The odiferous Othering propaganda can be traced back to Late Antiquity, between the Romans and Jews. One particular rhetoric often mentioned is Foeter Judaicus: the belief that Jewish bodies exuded a foul odour. Contemporary historian Eric Zafran traced the foetor judaicus’ providence back to 18th century anti-semitic writer Appelius, who had adapted medieval astrologer Abu Ma’shar’s observance of Saturnine personality. According to Zafran, Appelius had used Abu Ma’shar introduction into astrology (kitab al-mudhkar al-kabir) which stated:

“Saturn[‘s nature] is cold, dry, melancholic, dark, of heavy harshness. And perhaps he will be cold [and] moist, heavy, of stinking odor, and he is of much eating and true esteem”

to propagate 18th century anti-semitism as the Jews were associated with Saturn since medieval time (Wurgaft, 2006). Based on this notion, Nazi propaganda in Mein Kampf also included:

“… you could tell that these were no lovers of water … you often knew it with your eyes closed. Later I often grew sick to my stomach from the smell of these caftan wearers…”

In examining race and smells, how smell of the offensiveness of the Other’s bodies quickly becomes obvious. Here, we come back to the first quote: sweat.  It becomes an important ‘reasoning’ as to why the Other smells ‘badly’. 18th century writer, Albrecht Haller, noted sweat as an “effluvia” from “ the essential oil of the animal” which arose “from the elemental particles of the bod” (Tullet, 2016). As a result, this distinguished the smells of races from each other, and placed personal smell as a pillar in racial identity. Terribly, the pre-modern notion of blackness amongst the Dutch was defined in a Dutch dictionary, using sensorial language amongst other things: “The Negroes’ colour is black; the fumes from their skin have a peculiar, rancid smell which is attributable to the somewhat oily state of their sweat, which generates a sour acid as a result of an unclean lifestyle…” (Blakely, 1993).

At the same time, Amsterdam’s Chinatown gained similar traction regarding its establishment in the 20th century.

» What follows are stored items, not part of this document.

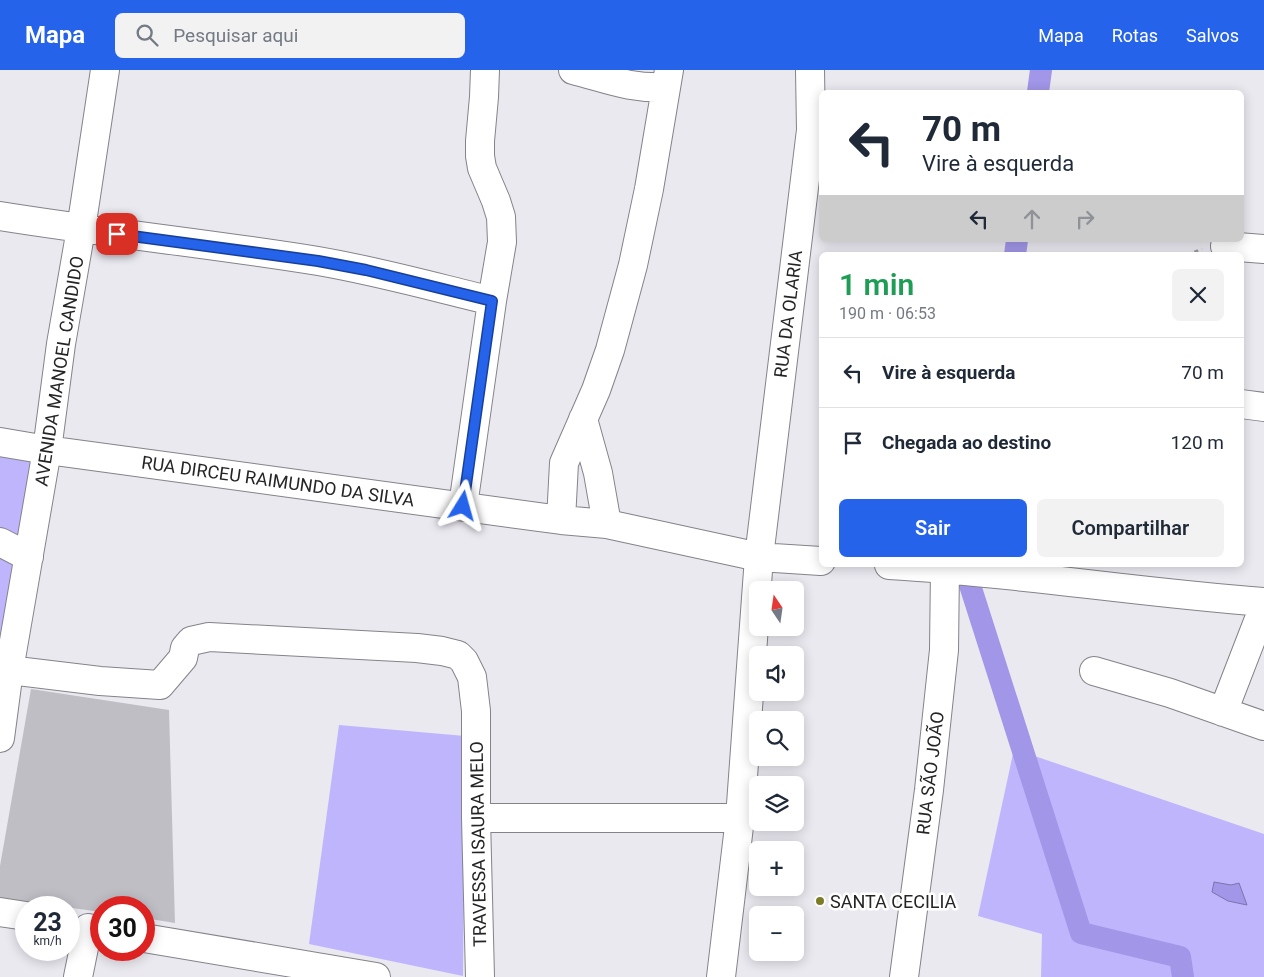 <!DOCTYPE html>
<html lang="pt">
<head>
<meta charset="utf-8">
<style>
  :root { --surface:#fff; --page:#f2f2f3; --text:#1f2937; --muted:#747a83; --line:#e0e1e3; --accent:#2563eb }
  body { margin:0; font-family:Roboto,sans-serif; background:var(--page); color:var(--text); height:100vh; display:flex; flex-direction:column; font-size:19px; white-space:nowrap }
  * { box-sizing:border-box; margin:0 }
  p { font-size:16px; color:var(--muted) }
  .icon { flex:none; width:28px; height:28px; fill:none; stroke:currentColor; stroke-width:2; stroke-linecap:round; stroke-linejoin:round }
  .map { position:relative; flex:1; overflow:hidden }
  .panel { position:absolute; left:819px; top:182px; width:425px; height:315px; display:flex; flex-direction:column; background:var(--surface); border-radius:8px; box-shadow:0 2px 12px #0003 }
  .panel>* { flex:none }
  .banner { position:absolute; left:819px; top:20px; width:425px; height:152px; border-radius:8px; box-shadow:0 2px 12px #0003; background:#fff; color:var(--text); overflow:hidden }
  .needle { width:32px; rotate:347deg }
  .controls { position:absolute; left:749px; top:511px; display:grid; gap:10px }
  .controls a { display:grid; place-items:center; width:55px; height:55px; border-radius:8px; background:var(--surface); box-shadow:0 2px 12px #0003; font-size:25px }
  .speed { position:absolute; left:15px; top:826px; display:flex; gap:10px; font-size:25px; font-weight:700; text-align:center }
  .speed>* { display:grid; place-content:center; width:65px; height:65px; border-radius:50%; background:var(--surface); box-shadow:0 2px 12px #0003; line-height:1 }
  .speed small { font-size:12px; font-weight:400 }
  .speed .limit { border:8px solid #d22; background:#fff; color:#111 }
  .pin { position:absolute; display:grid; place-items:center; width:42px; height:42px; color:#fff; margin:-21px; border-radius:10px; box-shadow:0 2px 8px #0006 }
  .me { position:absolute; width:55px; margin:-28px; rotate:8deg; stroke-linejoin:round; filter:drop-shadow(0 0 4px #0008) }
  .turn { display:flex; align-items:center; gap:18px; height:105px; padding:0 20px; font-size:22px }
  .turn .icon { width:65px; height:65px; stroke-width:2.5 }
  .turn b { display:block; font-size:35px; line-height:42px }
  .lanes { display:flex; align-items:center; height:48px; padding:0 20px; background:#0003; justify-content:center; gap:25px; direction:ltr }
  .lanes .off { opacity:.35 }
  .round { display:grid; place-items:center; flex:none; width:52px; height:52px; border-radius:8px; background:var(--page) }
  .head { display:flex; align-items:center; justify-content:space-between; height:85px; padding:0 20px }
  h1 { font-size:30px; font-weight:600; line-height:38px; color:#1e9e55 }
  .primary-button { display:flex; gap:10px; margin-top:auto; padding:10px 20px }
  .primary-button a { flex:1; height:58px; border-radius:8px; background:var(--accent); color:#fff; font-size:20px; font-weight:600; line-height:58px; text-align:center }
  .primary-button a+a { background:var(--page); color:var(--text) }
  ul { padding:0; list-style:none }
  li { display:flex; align-items:center; gap:15px; height:70px; padding:0 20px; border-top:1px solid var(--line) }
  li div { flex:1 }
  li b { display:block; font-size:19px }
  li em { font-style:normal }
  header { display:flex; align-items:center; gap:30px; box-sizing:border-box; height:70px; padding:0 25px; background:var(--accent); color:#fff }
  header strong { font-size:24px }
  nav { display:flex; gap:28px; margin-inline-start:auto; font-size:18px }
  .search { width:350px; height:45px; background:var(--page); display:flex; align-items:center; gap:12px; box-sizing:border-box; padding:0 18px; border-radius:8px; color:var(--muted); font-size:19px }
  .map>svg:first-child { display:block }
</style>
</head>
<body>
<header>
<strong>Mapa</strong>
<div class="search"><svg class="icon" aria-label="search" viewBox="0 0 24 24"><circle cx="10" cy="10" r="6"/><path d="M15 15l6 6"/></svg>Pesquisar aqui</div>
<nav><a>Mapa</a><a>Rotas</a><a>Salvos</a></nav>
</header>
<div class="map">
<svg width="1264" height="907" viewBox="0 0 1264 907">
  <rect width="100%" height="100%" fill="#eae9f0"/>
  <path fill="#beb5fd" d="M0 384 38 390 0 577Z
    M339 655 465 666 463 906 309 874Z
    M1014 679 1264 764V907H1041L1042 864 978 846Z"/>
  <path fill="#a196e7" stroke="#7c74ad" d="M1214 812 1231 815 1239 813 1247 835 1228 831 1212 822Z"/>
  <g fill="none" stroke-linecap="round" stroke-linejoin="round">
    <path stroke="#a196e7" stroke-width="22" d="M1038 22 1041 0
      M1015 185 1017 170
      M971 495 969 512 1081 863 1180 887 1183 907"/>
  </g>
  <path fill="#bfbec5" d="M31 619 169 640 175 853 144 848V838H101V842L0 828V796Z"/>
  <g fill="none" stroke-linecap="round" stroke-linejoin="round">
    <defs>
      <path id="minor" d="M573 0C608 9 630 19 666 17
        M0 146C106 163 213 174 318 191 377 201 434 217 492 231
        M1225 176 1264 179
        M1241 334 1264 337
        M583 349 598 403 607 454
        M0 372 47 380 561 450 607 454 759 487 821 491
        M463 436 492 231 502 172 501 147 496 131 482 98 480 86V71L484 27 485 0
        M561 450 564 393 596 320 610 280 633 195 649 119 669 0
        M0 472 29 487
        M889 495C1014 502 1139 523 1264 532
        M0 599 100 611 160 615 183 588 185 578 191 571 209 567 417 578 442 581 458 585 464 591 472 607 476 641V748L480 907
        M1094 601 1170 623 1264 656
        M1223 642 1264 536
        M0 668 9 600 47 380 61 274 81 159 105 0
        M476 748H740
        M0 842 26 846
        M144 868 376 907
        M78 907 88 858
        M721 907 740 748 759 487 811 60 810 0
        M904 907 929 720 944 580 945 498"/>
    </defs>
    <use href="#minor" stroke="#838389" stroke-width="30"/>
    <path stroke="#9b9ba0" stroke-width="3" stroke-dasharray="4 4" stroke-linecap="butt" d="M1187 185 1202 179"/>
    <use href="#minor" stroke="#fff" stroke-width="28"/>
  </g>
  <g fill="none" stroke-linecap="round" stroke-linejoin="round">
    <defs>
      <path id="route" d="M117 164 318 191 366 200 492 231 463 436"/>
    </defs>
    <use href="#route" stroke="#184099" stroke-width="12"/>
    <use href="#route" stroke="#2563eb" stroke-width="9"/>
  </g>
  <circle fill="#7c7c24" stroke="#fff" stroke-width="2" cx="820" cy="831" r="5"/>
  <g text-anchor="middle" dominant-baseline="central" stroke-width="5" stroke-linejoin="round" paint-order="stroke">
    <g font-size="18" fill="#252527" stroke="#fff">
      <text transform="translate(788 244) rotate(-83)">RUA DA OLARIA</text>
      <text transform="translate(59 301) rotate(-81)">AVENIDA MANOEL CANDIDO</text>
      <text transform="translate(278 411) rotate(8)">RUA DIRCEU RAIMUNDO DA SILVA</text>
      <text transform="translate(930 703) rotate(-83)">RUA SÃO JOÃO</text>
      <text transform="translate(478 774) rotate(-91)">TRAVESSA ISAURA MELO</text>
    </g>
    <g font-size="18" fill="#252527" stroke="#fff" text-anchor="start">
      <text x="830" y="831">SANTA CECILIA</text>
    </g>
  </g>
</svg>
<div class="controls">
<a><svg class="needle" viewBox="-14 -14 28 28"><path d="M0-13l5 13h-10z" fill="#e53935"/><path d="M0 13l5-13h-10z" fill="#747a83"/></svg></a>
<a><svg class="icon" aria-label="sound" viewBox="0 0 24 24"><path d="M4 9h4l5-4v14l-5-4H4zM17 9q2 3 0 6"/></svg></a>
<a><svg class="icon" aria-label="search" viewBox="0 0 24 24"><circle cx="10" cy="10" r="6"/><path d="M15 15l6 6"/></svg></a>
<a><svg class="icon" aria-label="layers" viewBox="0 0 24 24"><path d="M12 4l9 5-9 5-9-5zM3 14l9 5 9-5"/></svg></a>
<a>+</a>
<a>−</a>
</div>
<div class="speed"><div>23<small>km/h</small></div><div class="limit">30</div></div>
<div class="pin" style="left:117px;top:164px;background:#d93025"><svg class="icon" aria-label="arrive" viewBox="0 0 24 24"><path d="M6 21V4h12l-3 4 3 4H6"/></svg></div>
<svg class="me" style="left:463px;top:436px" viewBox="-20 -20 40 40"><path d="M0-17L14 15 0 8-14 15z" fill="#2563eb" stroke="#fff" stroke-width="4"/></svg>
<div class="banner">
<div class="turn"><svg class="icon" aria-label="left" viewBox="0 0 24 24"><path d="M17 20v-9H6M10 6l-5 5 5 5"/></svg><div><b>70 m</b>Vire à esquerda</div></div>
<div class="lanes"><svg class="icon" aria-label="left" viewBox="0 0 24 24"><path d="M17 20v-9H6M10 6l-5 5 5 5"/></svg><svg class="icon off" aria-label="ahead" viewBox="0 0 24 24"><path d="M12 20V5M6 11l6-6 6 6"/></svg><svg class="icon off" aria-label="right" viewBox="0 0 24 24"><path d="M7 20v-9h11M14 6l5 5-5 5"/></svg></div>
</div>
<section class="panel">
<div class="head"><div><h1>1 min</h1><p>190 m · 06:53</p></div><a class="round"><svg class="icon" aria-label="close" viewBox="0 0 24 24"><path d="M6 6l12 12M18 6L6 18"/></svg></a></div>
<ul>
<li><svg class="icon" aria-label="left" viewBox="0 0 24 24"><path d="M17 20v-9H6M10 6l-5 5 5 5"/></svg><div><b>Vire à esquerda</b></div><em>70 m</em></li>
<li><svg class="icon" aria-label="arrive" viewBox="0 0 24 24"><path d="M6 21V4h12l-3 4 3 4H6"/></svg><div><b>Chegada ao destino</b></div><em>120 m</em></li>
</ul>
<div class="primary-button"><a>Sair</a><a>Compartilhar</a></div>
</section>
</div>
</body>
</html>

All over the world, Chinatowns were historically seen as an odiferous pit of unhygienic activities, linked to “ the foul-smelling sub-culture of opium smoking” (Reinarz, 2014). To justify these prejudices, often racial discourse following Chinese diaspora in Europe included talks of public hygiene and spread of disease through close proximity and volume of people occupying small spaces. But these conversations regarding smell and the Other is not reserved only for the powerful to create segregation amongst communities. We return back to the bottom half of our beginning quote.

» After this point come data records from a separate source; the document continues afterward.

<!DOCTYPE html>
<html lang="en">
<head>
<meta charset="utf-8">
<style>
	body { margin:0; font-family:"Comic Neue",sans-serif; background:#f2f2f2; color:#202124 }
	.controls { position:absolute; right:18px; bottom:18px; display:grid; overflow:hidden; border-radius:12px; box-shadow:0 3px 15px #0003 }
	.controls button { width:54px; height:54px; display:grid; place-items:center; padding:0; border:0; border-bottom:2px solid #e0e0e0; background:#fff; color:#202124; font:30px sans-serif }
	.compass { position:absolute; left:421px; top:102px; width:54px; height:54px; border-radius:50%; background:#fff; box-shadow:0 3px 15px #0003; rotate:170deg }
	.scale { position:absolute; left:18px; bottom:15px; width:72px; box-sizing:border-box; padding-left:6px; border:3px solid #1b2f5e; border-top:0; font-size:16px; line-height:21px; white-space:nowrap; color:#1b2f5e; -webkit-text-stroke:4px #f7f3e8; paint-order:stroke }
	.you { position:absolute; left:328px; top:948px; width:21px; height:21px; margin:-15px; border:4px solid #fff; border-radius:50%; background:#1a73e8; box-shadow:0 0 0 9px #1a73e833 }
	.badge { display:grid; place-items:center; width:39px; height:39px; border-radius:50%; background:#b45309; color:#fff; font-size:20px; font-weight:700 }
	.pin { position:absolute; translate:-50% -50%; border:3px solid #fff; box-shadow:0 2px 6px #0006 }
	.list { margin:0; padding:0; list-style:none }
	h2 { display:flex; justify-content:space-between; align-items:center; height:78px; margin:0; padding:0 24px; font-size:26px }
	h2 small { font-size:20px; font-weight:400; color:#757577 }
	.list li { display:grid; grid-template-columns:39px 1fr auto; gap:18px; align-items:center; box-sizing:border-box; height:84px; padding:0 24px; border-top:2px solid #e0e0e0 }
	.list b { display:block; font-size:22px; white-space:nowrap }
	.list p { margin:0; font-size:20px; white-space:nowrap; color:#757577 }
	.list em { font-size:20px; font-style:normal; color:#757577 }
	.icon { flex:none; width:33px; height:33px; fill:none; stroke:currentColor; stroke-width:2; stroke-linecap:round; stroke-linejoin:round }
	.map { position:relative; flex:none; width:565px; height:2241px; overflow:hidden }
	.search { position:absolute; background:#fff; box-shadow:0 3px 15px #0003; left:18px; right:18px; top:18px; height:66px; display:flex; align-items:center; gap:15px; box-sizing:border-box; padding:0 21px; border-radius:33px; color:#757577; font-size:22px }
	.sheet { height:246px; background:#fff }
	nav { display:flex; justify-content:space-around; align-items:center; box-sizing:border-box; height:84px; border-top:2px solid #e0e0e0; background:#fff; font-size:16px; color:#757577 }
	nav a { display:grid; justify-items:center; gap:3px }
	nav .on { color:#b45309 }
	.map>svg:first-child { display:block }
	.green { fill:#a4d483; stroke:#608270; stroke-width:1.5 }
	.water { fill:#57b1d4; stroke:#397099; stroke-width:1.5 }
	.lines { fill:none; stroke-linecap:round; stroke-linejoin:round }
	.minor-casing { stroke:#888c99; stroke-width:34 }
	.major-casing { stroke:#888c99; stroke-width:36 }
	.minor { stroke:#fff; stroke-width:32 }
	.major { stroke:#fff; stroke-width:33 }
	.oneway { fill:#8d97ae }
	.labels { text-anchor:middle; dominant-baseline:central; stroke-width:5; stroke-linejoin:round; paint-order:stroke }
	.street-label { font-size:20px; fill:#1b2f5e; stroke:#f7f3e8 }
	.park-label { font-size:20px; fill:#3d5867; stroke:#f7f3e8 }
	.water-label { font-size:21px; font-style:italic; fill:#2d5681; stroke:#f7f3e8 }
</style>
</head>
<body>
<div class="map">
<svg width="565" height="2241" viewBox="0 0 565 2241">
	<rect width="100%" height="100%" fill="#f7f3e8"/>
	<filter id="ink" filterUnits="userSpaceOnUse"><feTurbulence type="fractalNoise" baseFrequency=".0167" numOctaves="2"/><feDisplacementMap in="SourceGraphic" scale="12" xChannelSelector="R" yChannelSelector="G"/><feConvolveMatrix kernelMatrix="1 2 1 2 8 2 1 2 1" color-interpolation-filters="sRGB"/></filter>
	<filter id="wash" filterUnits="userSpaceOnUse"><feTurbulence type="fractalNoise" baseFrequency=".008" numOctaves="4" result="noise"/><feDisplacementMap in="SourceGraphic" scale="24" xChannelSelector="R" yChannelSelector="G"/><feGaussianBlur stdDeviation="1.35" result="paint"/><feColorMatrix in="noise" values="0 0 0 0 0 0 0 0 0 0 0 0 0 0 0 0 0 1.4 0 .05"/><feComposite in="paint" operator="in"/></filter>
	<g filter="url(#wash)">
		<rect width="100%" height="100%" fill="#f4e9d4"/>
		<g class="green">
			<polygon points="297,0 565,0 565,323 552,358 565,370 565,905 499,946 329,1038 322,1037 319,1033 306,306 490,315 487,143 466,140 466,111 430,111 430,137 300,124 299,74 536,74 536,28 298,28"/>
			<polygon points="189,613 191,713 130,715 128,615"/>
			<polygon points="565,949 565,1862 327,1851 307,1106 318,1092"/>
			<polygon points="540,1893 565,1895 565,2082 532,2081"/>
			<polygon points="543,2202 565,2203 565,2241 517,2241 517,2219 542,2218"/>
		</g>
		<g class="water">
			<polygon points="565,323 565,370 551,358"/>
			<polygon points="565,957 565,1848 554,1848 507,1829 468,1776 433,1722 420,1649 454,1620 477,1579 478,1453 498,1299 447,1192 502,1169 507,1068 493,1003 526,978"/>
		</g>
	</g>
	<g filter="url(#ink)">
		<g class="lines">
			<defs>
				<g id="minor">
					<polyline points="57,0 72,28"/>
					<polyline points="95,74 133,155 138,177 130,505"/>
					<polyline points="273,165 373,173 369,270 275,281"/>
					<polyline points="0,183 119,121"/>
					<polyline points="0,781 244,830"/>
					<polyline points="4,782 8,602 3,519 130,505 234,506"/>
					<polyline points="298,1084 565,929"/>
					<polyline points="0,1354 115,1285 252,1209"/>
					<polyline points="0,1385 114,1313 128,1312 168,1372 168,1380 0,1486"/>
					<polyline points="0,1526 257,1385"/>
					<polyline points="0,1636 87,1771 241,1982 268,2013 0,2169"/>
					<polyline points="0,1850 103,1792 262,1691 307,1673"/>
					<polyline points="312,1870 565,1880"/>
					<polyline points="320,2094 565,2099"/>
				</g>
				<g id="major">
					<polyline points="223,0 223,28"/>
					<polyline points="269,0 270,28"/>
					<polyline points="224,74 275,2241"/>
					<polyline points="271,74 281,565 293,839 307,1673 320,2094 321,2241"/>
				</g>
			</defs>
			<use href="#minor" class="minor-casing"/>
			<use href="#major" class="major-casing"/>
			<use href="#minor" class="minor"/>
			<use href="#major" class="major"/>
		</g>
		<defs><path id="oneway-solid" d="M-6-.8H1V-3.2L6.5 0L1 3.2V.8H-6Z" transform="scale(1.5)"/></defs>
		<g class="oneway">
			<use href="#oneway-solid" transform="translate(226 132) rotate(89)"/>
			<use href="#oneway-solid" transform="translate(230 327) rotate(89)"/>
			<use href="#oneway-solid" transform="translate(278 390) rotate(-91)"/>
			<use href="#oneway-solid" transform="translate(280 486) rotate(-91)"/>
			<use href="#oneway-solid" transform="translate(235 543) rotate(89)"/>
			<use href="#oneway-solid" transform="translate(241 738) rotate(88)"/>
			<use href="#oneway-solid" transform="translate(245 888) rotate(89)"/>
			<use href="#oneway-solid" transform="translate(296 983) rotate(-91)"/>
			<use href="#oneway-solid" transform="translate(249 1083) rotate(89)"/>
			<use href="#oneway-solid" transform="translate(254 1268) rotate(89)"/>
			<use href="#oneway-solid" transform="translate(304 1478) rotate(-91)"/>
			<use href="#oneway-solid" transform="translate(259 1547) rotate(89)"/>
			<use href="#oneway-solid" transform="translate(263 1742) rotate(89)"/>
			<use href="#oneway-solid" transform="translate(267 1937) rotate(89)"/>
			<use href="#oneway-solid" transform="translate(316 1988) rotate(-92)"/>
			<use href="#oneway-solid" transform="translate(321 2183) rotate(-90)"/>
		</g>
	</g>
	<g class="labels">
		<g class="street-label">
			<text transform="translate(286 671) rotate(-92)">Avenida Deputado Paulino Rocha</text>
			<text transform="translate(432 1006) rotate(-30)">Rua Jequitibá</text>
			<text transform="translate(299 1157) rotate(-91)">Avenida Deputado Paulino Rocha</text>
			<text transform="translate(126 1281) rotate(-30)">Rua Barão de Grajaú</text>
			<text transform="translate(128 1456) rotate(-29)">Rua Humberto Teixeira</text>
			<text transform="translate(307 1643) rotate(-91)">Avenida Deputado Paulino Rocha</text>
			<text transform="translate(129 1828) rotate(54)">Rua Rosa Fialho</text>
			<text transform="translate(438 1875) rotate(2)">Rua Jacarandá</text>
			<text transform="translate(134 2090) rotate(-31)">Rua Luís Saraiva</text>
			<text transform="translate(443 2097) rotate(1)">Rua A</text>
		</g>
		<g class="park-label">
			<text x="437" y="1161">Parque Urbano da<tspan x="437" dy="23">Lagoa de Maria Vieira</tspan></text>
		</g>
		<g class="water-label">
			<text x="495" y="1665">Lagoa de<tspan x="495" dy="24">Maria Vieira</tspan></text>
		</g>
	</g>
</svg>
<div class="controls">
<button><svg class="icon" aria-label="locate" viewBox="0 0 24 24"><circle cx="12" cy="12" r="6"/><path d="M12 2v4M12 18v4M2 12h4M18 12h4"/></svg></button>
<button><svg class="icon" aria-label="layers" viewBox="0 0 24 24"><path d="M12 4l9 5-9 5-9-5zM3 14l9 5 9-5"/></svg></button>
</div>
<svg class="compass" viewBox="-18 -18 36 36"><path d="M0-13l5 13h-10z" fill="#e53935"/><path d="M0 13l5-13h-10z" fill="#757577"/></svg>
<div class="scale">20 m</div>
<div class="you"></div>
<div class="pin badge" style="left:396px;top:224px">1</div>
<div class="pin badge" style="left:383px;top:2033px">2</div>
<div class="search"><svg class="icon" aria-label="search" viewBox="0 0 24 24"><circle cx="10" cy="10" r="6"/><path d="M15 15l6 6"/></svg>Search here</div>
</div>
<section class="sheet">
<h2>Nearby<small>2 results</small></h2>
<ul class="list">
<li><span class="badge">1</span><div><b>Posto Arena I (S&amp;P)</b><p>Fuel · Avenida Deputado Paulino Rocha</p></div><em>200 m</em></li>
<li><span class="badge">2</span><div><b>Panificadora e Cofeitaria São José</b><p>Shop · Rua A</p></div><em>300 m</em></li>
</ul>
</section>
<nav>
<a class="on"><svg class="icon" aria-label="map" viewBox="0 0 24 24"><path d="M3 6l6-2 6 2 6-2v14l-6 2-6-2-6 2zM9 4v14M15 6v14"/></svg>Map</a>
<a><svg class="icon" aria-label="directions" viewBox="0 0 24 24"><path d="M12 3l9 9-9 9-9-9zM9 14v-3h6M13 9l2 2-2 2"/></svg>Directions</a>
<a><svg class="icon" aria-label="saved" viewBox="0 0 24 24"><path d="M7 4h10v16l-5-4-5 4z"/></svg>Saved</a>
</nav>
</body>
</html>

Smell and the Other happens both ways. As the Dutch thought poorly on the Javanese, the Javanese felt the same of the Dutch and their eating habits. What this shows is that power majority often employs the senses to justify a specially constructed social hierarchy. But equally, prejudices occur both ways, just as the Javanese against the Dutch. And senses are strong tools to help buttress ideologies. In history, regardless of justification, it is clear: “an offensive smell is blamed for, and comes to symbolize, a barrier between people.” (Wurgaft, 2006).

Now, to reflect on our contemporary times, how do we associate smells with unfamiliar bodies, if we are in fact doing it?